Copy out exactly the lines below that run from the one holding "ctx.lineWidth = 4;" to the one holding "ctx.rotate((+turn || 0) * Math.PI / 180);", keeping both of those lines and no others.

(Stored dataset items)

%%

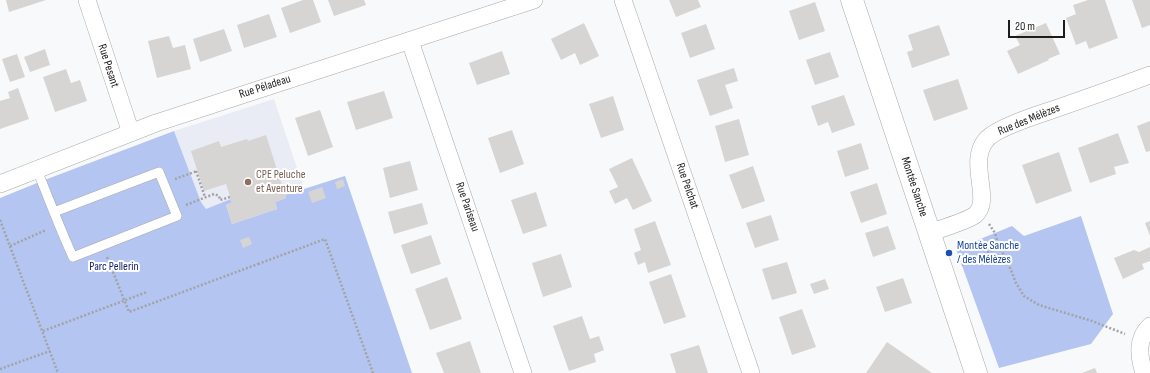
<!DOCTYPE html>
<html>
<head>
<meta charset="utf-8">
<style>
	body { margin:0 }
	#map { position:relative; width:1150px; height:373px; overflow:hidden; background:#f8f9fa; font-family:"Sofia Sans Condensed",sans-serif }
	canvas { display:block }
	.scale { position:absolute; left:1008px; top:20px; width:57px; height:18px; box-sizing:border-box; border:2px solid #1c1c1d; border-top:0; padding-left:5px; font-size:12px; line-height:14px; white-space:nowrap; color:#1c1c1d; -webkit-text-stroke:3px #fff; paint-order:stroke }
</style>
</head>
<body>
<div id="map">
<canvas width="1150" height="373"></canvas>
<div class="scale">20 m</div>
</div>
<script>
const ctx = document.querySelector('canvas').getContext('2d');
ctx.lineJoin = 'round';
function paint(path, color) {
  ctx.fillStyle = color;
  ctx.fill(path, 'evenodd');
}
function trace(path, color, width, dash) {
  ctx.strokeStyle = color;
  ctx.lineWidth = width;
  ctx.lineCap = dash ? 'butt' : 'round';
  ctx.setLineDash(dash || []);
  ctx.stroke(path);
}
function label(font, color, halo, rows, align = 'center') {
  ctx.font = font + ' "Sofia Sans Condensed",sans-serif';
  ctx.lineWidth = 4;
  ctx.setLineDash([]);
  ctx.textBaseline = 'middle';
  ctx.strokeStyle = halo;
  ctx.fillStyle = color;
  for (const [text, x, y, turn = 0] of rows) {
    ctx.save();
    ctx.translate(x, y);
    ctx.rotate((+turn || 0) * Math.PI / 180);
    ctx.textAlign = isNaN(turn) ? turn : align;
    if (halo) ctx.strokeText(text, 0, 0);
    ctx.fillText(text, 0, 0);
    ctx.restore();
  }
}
const built = new Path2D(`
	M 274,99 L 304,189 L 345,176 L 249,253 L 206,209 L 201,202 L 174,131 Z`);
const green = new Path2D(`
	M 174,131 L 201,202 L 206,209 L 231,199 L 232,203 L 226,205 L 232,224 L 277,209 L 275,202 L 286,198 L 285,195 L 345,176 L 412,373 L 0,373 L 0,198 L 42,181 Z
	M 1081,216 L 1113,314 L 1091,344 L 999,368 L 956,249 L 1012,226 L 1024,236 Z`);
const building = new Path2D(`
	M 6,0 L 46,0 L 9,12 Z
	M 303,0 L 313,0 L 321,22 L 290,33 L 281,8 Z
	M 328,0 L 364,0 L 366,5 L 334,16 Z
	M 669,0 L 698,0 L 701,7 L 676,17 Z
	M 1088,0 L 1105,0 L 1118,38 L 1089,49 L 1086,41 L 1076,45 L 1066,18 L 1076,14 L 1073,5 Z
	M 1132,0 L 1150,0 L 1150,25 L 1142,28 Z
	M 815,2 L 825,31 L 799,40 L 789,11 Z
	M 269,14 L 277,37 L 244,48 L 237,25 Z
	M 584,23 L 599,56 L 580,65 L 575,53 L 561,60 L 551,39 Z
	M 1046,23 L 1060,54 L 1048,59 L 1049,60 L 1018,74 L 1007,51 L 1020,45 L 1015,36 Z
	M 706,24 L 715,49 L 690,58 L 681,33 Z
	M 939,25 L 950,55 L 912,68 L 907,52 L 913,50 L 908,35 Z
	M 224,29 L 232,51 L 200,62 L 193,39 Z
	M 169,36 L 173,48 L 185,45 L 191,69 L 157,78 L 148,41 Z
	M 45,49 L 50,65 L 30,72 L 24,57 Z
	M 502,51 L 510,74 L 477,85 L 469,63 Z
	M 830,52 L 839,77 L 815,85 L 806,60 Z
	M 17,54 L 25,77 L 10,82 L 2,59 Z
	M 734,68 L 738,81 L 725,85 L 733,108 L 710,116 L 697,80 Z
	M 66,69 L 71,83 L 80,80 L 87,101 L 55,112 L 43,77 Z
	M 958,79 L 968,109 L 934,121 L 923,90 Z
	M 18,88 L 29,119 L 0,129 L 0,101 L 10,98 L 8,92 Z
	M 384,91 L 393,118 L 356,130 L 347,102 Z
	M 844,95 L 855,125 L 832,133 L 828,122 L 818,126 L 811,106 Z
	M 613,96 L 624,130 L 601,138 L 589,104 Z
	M 320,110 L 333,147 L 308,156 L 295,118 Z
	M 739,119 L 749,155 L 725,162 L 715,126 Z
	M 1150,121 L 1150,151 L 1146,152 L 1137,126 Z
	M 512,130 L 524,164 L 500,173 L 488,138 Z
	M 1118,133 L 1129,163 L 1114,167 L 1116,174 L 1090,183 L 1078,148 Z
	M 266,135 L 286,198 L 275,202 L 277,209 L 232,224 L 226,205 L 232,203 L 226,184 L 204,191 L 191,151 L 219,141 L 221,147 L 247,139 L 248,141 Z
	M 861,143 L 869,169 L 845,177 L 837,151 Z
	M 1059,152 L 1072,191 L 1036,204 L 1022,165 Z
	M 632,158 L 652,201 L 633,210 L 627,198 L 615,204 L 609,191 L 618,187 L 609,169 Z
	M 410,161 L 418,190 L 390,198 L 383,168 Z
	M 753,166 L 765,201 L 742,209 L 729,175 Z
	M 343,179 L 345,186 L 337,189 L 335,182 Z
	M 877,183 L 887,214 L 861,223 L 850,192 Z
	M 322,187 L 326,198 L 312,203 L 308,192 Z
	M 536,192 L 547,226 L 523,234 L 511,200 Z
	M 422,203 L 428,224 L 394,234 L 388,212 Z
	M 771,215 L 779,240 L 755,248 L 746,223 Z
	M 655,221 L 671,265 L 648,273 L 645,262 L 638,265 L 634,253 L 641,250 L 634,229 Z
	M 1150,221 L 1150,236 L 1145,223 Z
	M 888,226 L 896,249 L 873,257 L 865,233 Z
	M 431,235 L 441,264 L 411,274 L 401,245 Z
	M 249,237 L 252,244 L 243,248 L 240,240 Z
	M 1150,247 L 1150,261 L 1142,264 L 1144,269 L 1123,279 L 1114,258 L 1134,250 L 1139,252 Z
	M 561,254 L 572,287 L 543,297 L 532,263 Z
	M 787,262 L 797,293 L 772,300 L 762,269 Z
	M 671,274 L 686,317 L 664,324 L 649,282 Z
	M 447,277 L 462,319 L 430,330 L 415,289 Z
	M 903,278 L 912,303 L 885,312 L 876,287 Z
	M 825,279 L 829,289 L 814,294 L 810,284 Z
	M 802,309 L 816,347 L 792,355 L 779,317 Z
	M 582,316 L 590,339 L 599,336 L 604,350 L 594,354 L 596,362 L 569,371 L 553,326 Z
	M 470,341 L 481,373 L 444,373 L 436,353 Z
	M 887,342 L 932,373 L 866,373 Z
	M 699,345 L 708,373 L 676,373 L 670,354 Z
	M 1095,368 L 1097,373 L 1082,373 Z`);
const path = new Path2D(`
	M 196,171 L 205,197
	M 175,179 L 197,171
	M 186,205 L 214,194 L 219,196 L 220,200 L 230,197
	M 0,220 L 58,373
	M 989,224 L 995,233 L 999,247 L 1007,260 L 1016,283 L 1024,296 L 1039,305 L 1092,321 L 1125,334
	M 10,246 L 46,230
	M 107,257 L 129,312 L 258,264 L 258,261
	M 258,264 L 325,239 L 373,373
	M 962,265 L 999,247
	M 43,331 L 147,292
	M 0,369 L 50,351`);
const lane = new Path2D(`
	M 37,170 C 49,199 60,229 73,257 L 177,216 L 159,172 L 54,212`);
const street = new Path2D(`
	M 87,0 L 131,133
	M 623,0 L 751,373
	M 410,41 L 523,373
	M 0,184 L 156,123 L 534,0
	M 929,233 C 940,229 967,221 975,215 C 993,200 967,163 986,140 C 995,128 1040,114 1055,109 C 1087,98 1118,87 1150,75
	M 1144,373 C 1139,357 1136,339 1150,326`);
const secondary = new Path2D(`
	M 852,0 L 976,373`);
const markers = [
	[248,182,4,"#8d6e63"],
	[949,253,4,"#1a4fb4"]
];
const streetNames = [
	["Rue Pesant",108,66,72],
	["Rue Péladeau",265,87,-18],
	["Rue des Mélèzes",1029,120,-22],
	["Rue Pelchat",687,186,71],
	["Montée Sanche",914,187,72],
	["Rue Pariseau",467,207,71]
];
const educationNames = [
	["CPE Peluche",256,175],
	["et Aventure",256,189]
];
const transitNames = [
	["Montée Sanche",957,246],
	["/ des Mélèzes",957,260]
];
const parkNames = [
	["Parc Pellerin",114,267]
];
paint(built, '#e9ecf5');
paint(green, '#b4c5f2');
paint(building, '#d6d5d4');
trace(lane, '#a8a9aa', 10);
trace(street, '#a8a9aa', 18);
trace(secondary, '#a8a9aa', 23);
trace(path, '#a2a3a4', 2.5, [2, 2]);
trace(lane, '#fff', 9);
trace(street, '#fff', 17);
trace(secondary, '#fff', 22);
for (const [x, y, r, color] of markers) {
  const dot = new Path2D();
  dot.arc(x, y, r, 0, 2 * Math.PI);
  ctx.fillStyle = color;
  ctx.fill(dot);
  trace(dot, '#fff', 1.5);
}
label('12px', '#1c1c1d', '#fff', streetNames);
label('12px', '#785e54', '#fff', educationNames, 'left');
label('12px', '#164399', '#fff', transitNames, 'left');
label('12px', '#142070', '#fff', parkNames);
</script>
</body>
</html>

%%

Reply
  ctx.lineWidth = 4;
  ctx.setLineDash([]);
  ctx.textBaseline = 'middle';
  ctx.strokeStyle = halo;
  ctx.fillStyle = color;
  for (const [text, x, y, turn = 0] of rows) {
    ctx.save();
    ctx.translate(x, y);
    ctx.rotate((+turn || 0) * Math.PI / 180);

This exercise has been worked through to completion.